[Collected data]
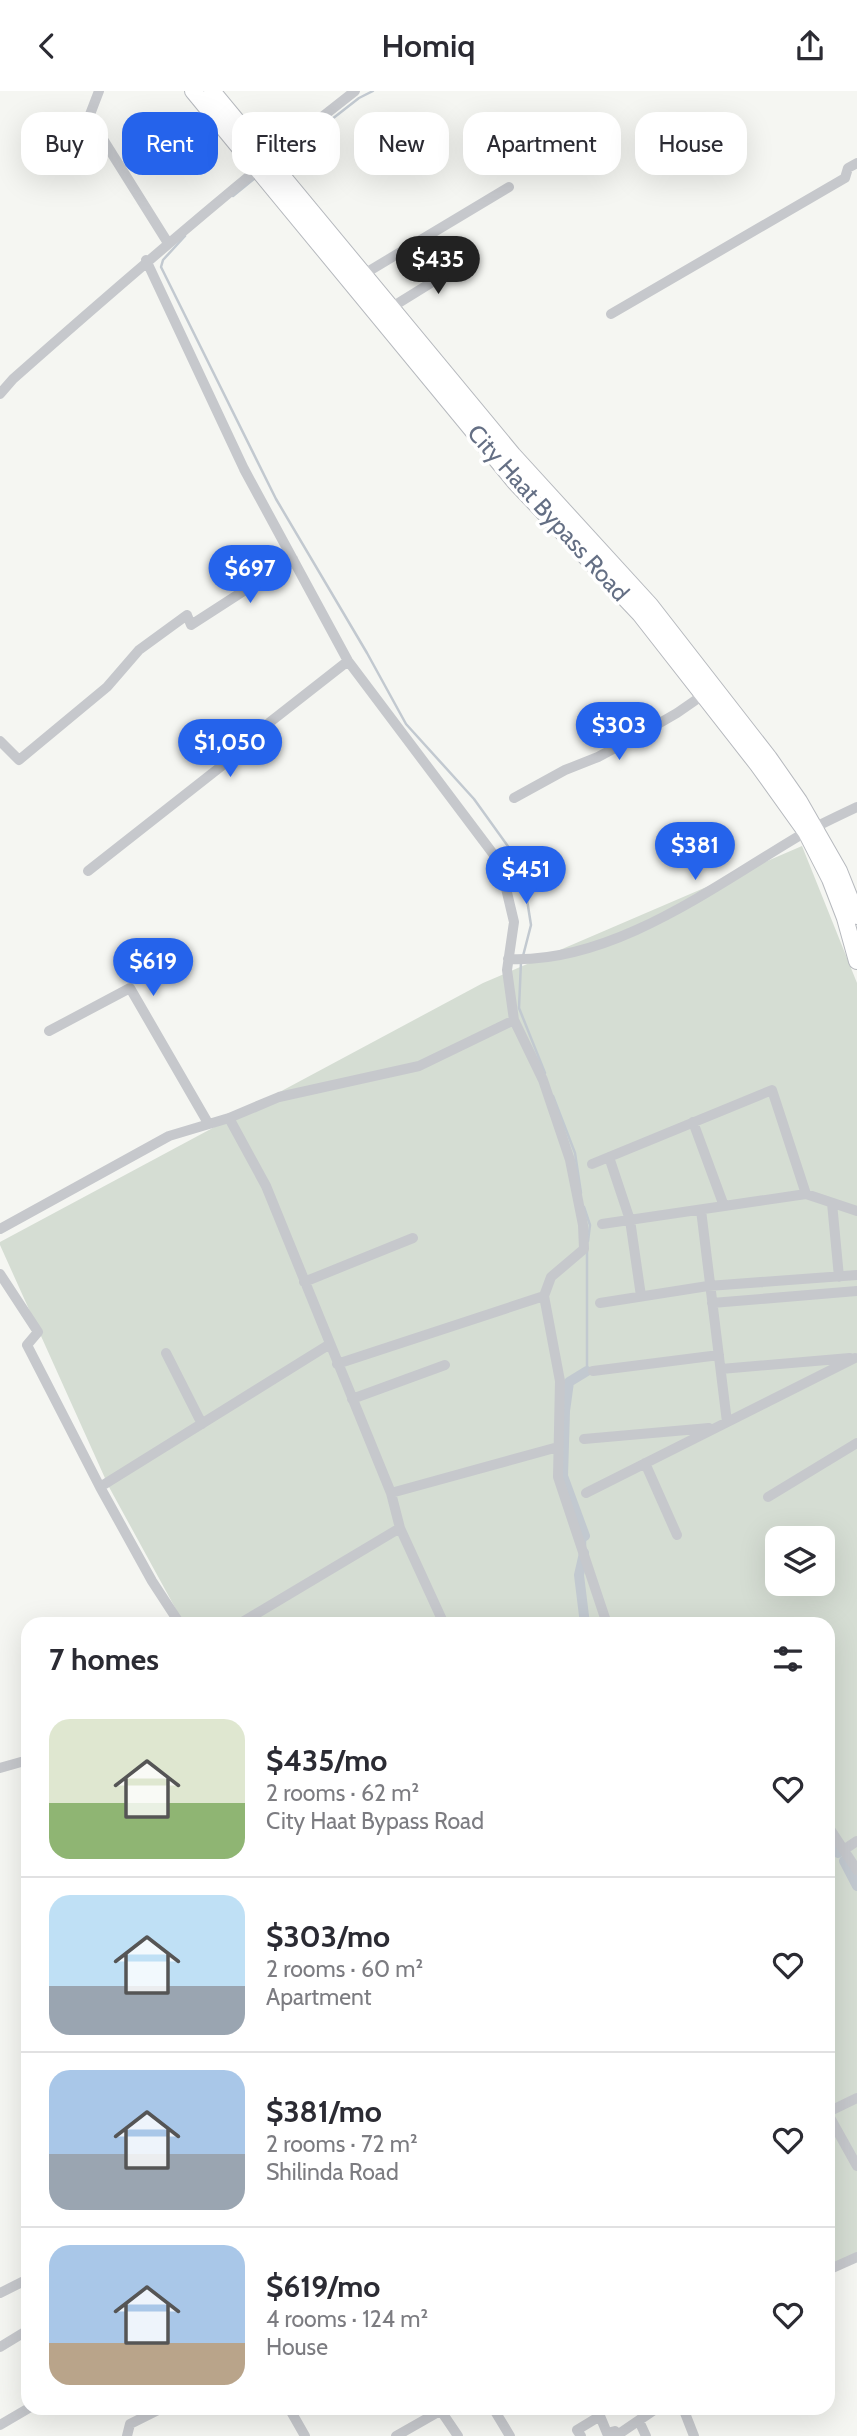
<!DOCTYPE html>
<html lang="en">
<head>
<meta charset="utf-8">
<style>
  body { margin:0; font-family:Cabin,sans-serif; background:#f7f7f7; color:#2b2b33; height:100vh; display:flex; flex-direction:column; font-size:26px; white-space:nowrap }
  * { box-sizing:border-box; margin:0 }
  p { font-size:23px; color:#7c7c81 }
  .icon { flex:none; width:38px; height:38px; fill:none; stroke:currentColor; stroke-width:2; stroke-linecap:round; stroke-linejoin:round }
  .map { position:relative; flex:1; overflow:hidden }
  .details { position:absolute; left:21px; top:1526px; width:814px; height:798px; display:flex; flex-direction:column; background:#fff; border-radius:21px; box-shadow:0 7px 28px #0002 }
  .details>* { flex:none }
  .guide { position:absolute; left:21px; top:21px; width:816px; height:63px; display:flex; gap:14px }
  .fabs { position:absolute; left:765px; top:1435px; display:grid; gap:14px }
  .fabs a { display:grid; place-items:center; width:70px; height:70px; border-radius:14px; background:#fff; box-shadow:0 7px 28px #0002; font-size:35px }
  .price { position:absolute; translate:-50% -60px; padding:0 16px; border-radius:24px; background:#2563eb; color:#fff; font-size:23px; line-height:46px; filter:drop-shadow(0 2px 4px #0008) }
  .price::after { content:''; position:absolute; left:50%; top:42px; width:21px; height:16px; margin-left:-10px; background:inherit; clip-path:polygon(0 0,100% 0,50% 100%) }
  .price.selected { background:#222; color:#fff }
  ul { padding:0; list-style:none }
  li { display:flex; align-items:center; gap:21px; height:175px; padding:0 28px }
  li+li { border-top:2px solid #e1e1e2 }
  li span { display:grid; place-items:center; flex:none; width:196px; height:140px; border-radius:21px; color:#555 }
  li>.icon { margin-inline-start:auto }
  span .icon { width:84px; height:84px; fill:#fffc; stroke-width:1 }
  li b { font-size:30px }
  h2 { display:flex; justify-content:space-between; align-items:center; height:84px; padding:0 28px; font-size:30px }
  .chip { padding:0 24px; border-radius:21px; background:#fff; box-shadow:0 7px 28px #0002; font-size:24px; line-height:63px }
  .chip.selected { background:#2563eb; color:#fff }
  header { display:flex; justify-content:space-between; align-items:center; height:91px; padding:0 28px; background:#fff; font-size:32px; font-weight:600 }
  .map>svg:first-child { display:block }
  .green { fill:#d5ddd3; fill-rule:evenodd }
  .lines { fill:none; stroke-linecap:round; stroke-linejoin:round }
  .stream { stroke:#c2c9d0; stroke-width:2.5 }
  .canal { stroke:#c2c9d0; stroke-width:10 }
  .primary-casing { stroke:#b6b9be; stroke-width:18 }
  .street { stroke:#c6c8cc; stroke-width:10 }
  .primary { stroke:#fff; stroke-width:16 }
  .labels { text-anchor:middle; stroke-width:7; stroke-linejoin:round; paint-order:stroke }
  .street-label { font-size:24px; fill:#646f84; stroke:#fff }
</style>
</head>
<body>
<header><svg class="icon" aria-label="back" viewBox="0 0 24 24"><path d="M15 5l-7 7 7 7"/></svg>Homiq<svg class="icon" aria-label="share" viewBox="0 0 24 24"><path d="M12 15V3M7 8l5-5 5 5M5 13v7h14v-7"/></svg></header>
<div class="map">
<svg width="857" height="2345" viewBox="0 0 857 2345">
  <rect width="100%" height="100%" fill="#f5f6f2"/>
  <path class="green" d="M 802,755 L 857,892 L 857,2166 L 828,2180 L 828,1533 L 184,1533 L 109,1396 L 0,1154 L 0,1151 L 483,892 ZM 777,1447 L 822,1447 L 822,1493 L 777,1493 Z"/>
  <g class="lines">
    <path class="stream" d="M 277,71 L 359,7 L 373,0
      M 233,105 L 255,87
      M 185,145 L 163,169 L 161,176 L 276,408 L 367,562 L 406,633 L 474,708 L 512,761 L 525,796 L 531,834 L 523,865
      M 521,871 L 519,917 L 545,982
      M 553,1005 L 575,1062 L 581,1102
      M 584,1116 L 590,1134 L 588,1150
      M 587,1280 L 587,1160
      M 585,1445 L 585,1455"/>
    <path class="canal" d="M 585,1445 L 563,1385 L 565,1320 L 569,1291 L 587,1280
      M 584,1462 L 579,1484 L 585,1533
      M 828,1745 L 838,1762
      M 844,1770 L 857,1795"/>
    <g class="primary-casing">
      <path id="primary" d="M 193,0 L 515,391 L 640,523 L 758,674 L 806,741 L 830,788 L 845,827 L 857,870
        M 212,0 L 513,364 L 650,514 L 769,667 L 799,710 L 839,780 L 857,825"/>
    </g>
    <path class="street" d="M 99,0 L 89,26 L 168,152
      M 146,169 L 244,378 L 348,570 L 500,772 L 514,831 L 507,879 L 514,929 L 543,989 L 570,1069 L 583,1134 L 584,1158 L 551,1186 L 544,1205 L 560,1290 L 558,1386 L 607,1533
      M 364,183 L 509,96
      M 392,216 L 468,169
      M 611,223 L 845,87 L 848,77 L 857,72
      M 0,303 L 13,288 C 125,189 237,92 355,0
      M 0,650 L 19,669 L 107,596 L 139,559 L 187,524 L 191,534 L 293,468
      M 514,707 L 565,679 L 598,666 L 639,644 L 677,622 L 703,604
      M 88,780 L 247,655 L 256,642 L 348,570
      M 508,868 C 614,873 717,793 804,742 C 821,733 840,724 857,716
      M 49,940 L 130,897 L 208,1032
      M 229,1027 L 266,1095 L 391,1402 L 400,1437 L 444,1533
      M 693,1031 L 724,1115
      M 609,1066 L 630,1129 L 641,1205
      M 592,1073 L 772,999 L 806,1103
      M 832,1112 L 839,1186
      M 701,1119 L 727,1331
      M 602,1133 L 806,1103 L 857,1120
      M 0,1138 L 169,1045 L 229,1027 L 279,1006 L 419,975 L 514,929
      M 0,1183 L 38,1241 L 27,1254 L 100,1396
      M 304,1191 L 413,1147
      M 600,1212 L 708,1195 L 857,1184
      M 712,1212 L 857,1200
      M 166,1262 L 202,1333
      M 337,1273 L 544,1205
      M 721,1278 L 850,1267
      M 593,1280 L 719,1264
      M 352,1308 L 445,1274
      M 584,1348 L 709,1337
      M 645,1372 L 677,1444
      M 391,1402 L 558,1356
      M 586,1402 L 855,1267
      M 768,1406 L 857,1352
      M 180,1533 L 152,1490 L 100,1396 L 330,1253
      M 239,1533 L 400,1437
      M 673,1533 L 691,1533
      M 0,1677 L 28,1669
      M 828,1735 L 857,1779
      M 845,1758 L 857,1750
      M 828,2021 L 857,2007
      M 828,2023 L 857,2075
      M 828,2179 L 857,2166
      M 0,2202 L 28,2188
      M 0,2256 L 28,2239
      M 289,2317 L 305,2345
      M 439,2317 L 458,2345
      M 493,2317 L 510,2345
      M 683,2317 L 694,2345
      M 600,2325 L 607,2342 L 615,2340 L 616,2345
      M 639,2330 L 646,2345
      M 0,2334 L 29,2317
      M 127,2345 L 130,2333 L 162,2317
      M 396,2345 L 440,2320
      M 581,2345 L 577,2339 L 600,2325 L 594,2317
      M 616,2345 L 657,2317"/>
    <use href="#primary" class="primary"/>
  </g>
  <g class="labels">
    <g class="street-label">
      <text transform="translate(548 422) rotate(48)" y="8">City Haat Bypass Road</text>
    </g>
  </g>
</svg>
<div class="fabs">
<a><svg class="icon" aria-label="layers" viewBox="0 0 24 24"><path d="M12 4l9 5-9 5-9-5zM3 14l9 5 9-5"/></svg></a>
</div>
<b class="price selected" style="left:438px;top:205px">$435</b>
<b class="price" style="left:250px;top:514px">$697</b>
<b class="price" style="left:619px;top:671px">$303</b>
<b class="price" style="left:230px;top:688px">$1,050</b>
<b class="price" style="left:695px;top:791px">$381</b>
<b class="price" style="left:526px;top:815px">$451</b>
<b class="price" style="left:153px;top:907px">$619</b>
<div class="guide">
<a class="chip">Buy</a>
<a class="chip selected">Rent</a>
<a class="chip">Filters</a>
<a class="chip">New</a>
<a class="chip">Apartment</a>
<a class="chip">House</a>
</div>
<section class="details">
<h2>7 homes<svg class="icon" aria-label="filters" viewBox="0 0 24 24"><path d="M4 7h16M4 17h16"/><circle cx="9" cy="7" r="2"/><circle cx="15" cy="17" r="2"/></svg></h2>
<ul>
<li><span style="background:linear-gradient(#dfe7d0 60%,#8fb573 0)"><svg class="icon" aria-label="home" viewBox="0 0 24 24"><path d="M3 11l9-7 9 7M6 9v11h12V9"/></svg></span><div><b>$435/mo</b><p>2 rooms · 62 m²</p><p>City Haat Bypass Road</p></div><svg class="icon" aria-label="heart" viewBox="0 0 24 24"><path d="M12 20l-8-8c-3-5 5-10 8-4 3-6 11-1 8 4z"/></svg></li>
<li><span style="background:linear-gradient(#bfe0f5 65%,#9aa5b1 0)"><svg class="icon" aria-label="home" viewBox="0 0 24 24"><path d="M3 11l9-7 9 7M6 9v11h12V9"/></svg></span><div><b>$303/mo</b><p>2 rooms · 60 m²</p><p>Apartment</p></div><svg class="icon" aria-label="heart" viewBox="0 0 24 24"><path d="M12 20l-8-8c-3-5 5-10 8-4 3-6 11-1 8 4z"/></svg></li>
<li><span style="background:linear-gradient(#a9c7e8 60%,#9aa5b1 0)"><svg class="icon" aria-label="home" viewBox="0 0 24 24"><path d="M3 11l9-7 9 7M6 9v11h12V9"/></svg></span><div><b>$381/mo</b><p>2 rooms · 72 m²</p><p>Shilinda Road</p></div><svg class="icon" aria-label="heart" viewBox="0 0 24 24"><path d="M12 20l-8-8c-3-5 5-10 8-4 3-6 11-1 8 4z"/></svg></li>
<li><span style="background:linear-gradient(#a9c7e8 70%,#b9a48a 0)"><svg class="icon" aria-label="home" viewBox="0 0 24 24"><path d="M3 11l9-7 9 7M6 9v11h12V9"/></svg></span><div><b>$619/mo</b><p>4 rooms · 124 m²</p><p>House</p></div><svg class="icon" aria-label="heart" viewBox="0 0 24 24"><path d="M12 20l-8-8c-3-5 5-10 8-4 3-6 11-1 8 4z"/></svg></li>
</ul>
</section>
</div>
</body>
</html>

**WHAT TO DO:**
Set down, exactly as they appear above, all lines from the one that has "M 586,1402 L 855,1267" down to the one that has "M 616,2345 L", including those two and no others.

**SOLVED PROBLEM:**
      M 586,1402 L 855,1267
      M 768,1406 L 857,1352
      M 180,1533 L 152,1490 L 100,1396 L 330,1253
      M 239,1533 L 400,1437
      M 673,1533 L 691,1533
      M 0,1677 L 28,1669
      M 828,1735 L 857,1779
      M 845,1758 L 857,1750
      M 828,2021 L 857,2007
      M 828,2023 L 857,2075
      M 828,2179 L 857,2166
      M 0,2202 L 28,2188
      M 0,2256 L 28,2239
      M 289,2317 L 305,2345
      M 439,2317 L 458,2345
      M 493,2317 L 510,2345
      M 683,2317 L 694,2345
      M 600,2325 L 607,2342 L 615,2340 L 616,2345
      M 639,2330 L 646,2345
      M 0,2334 L 29,2317
      M 127,2345 L 130,2333 L 162,2317
      M 396,2345 L 440,2320
      M 581,2345 L 577,2339 L 600,2325 L 594,2317
      M 616,2345 L 657,2317"/>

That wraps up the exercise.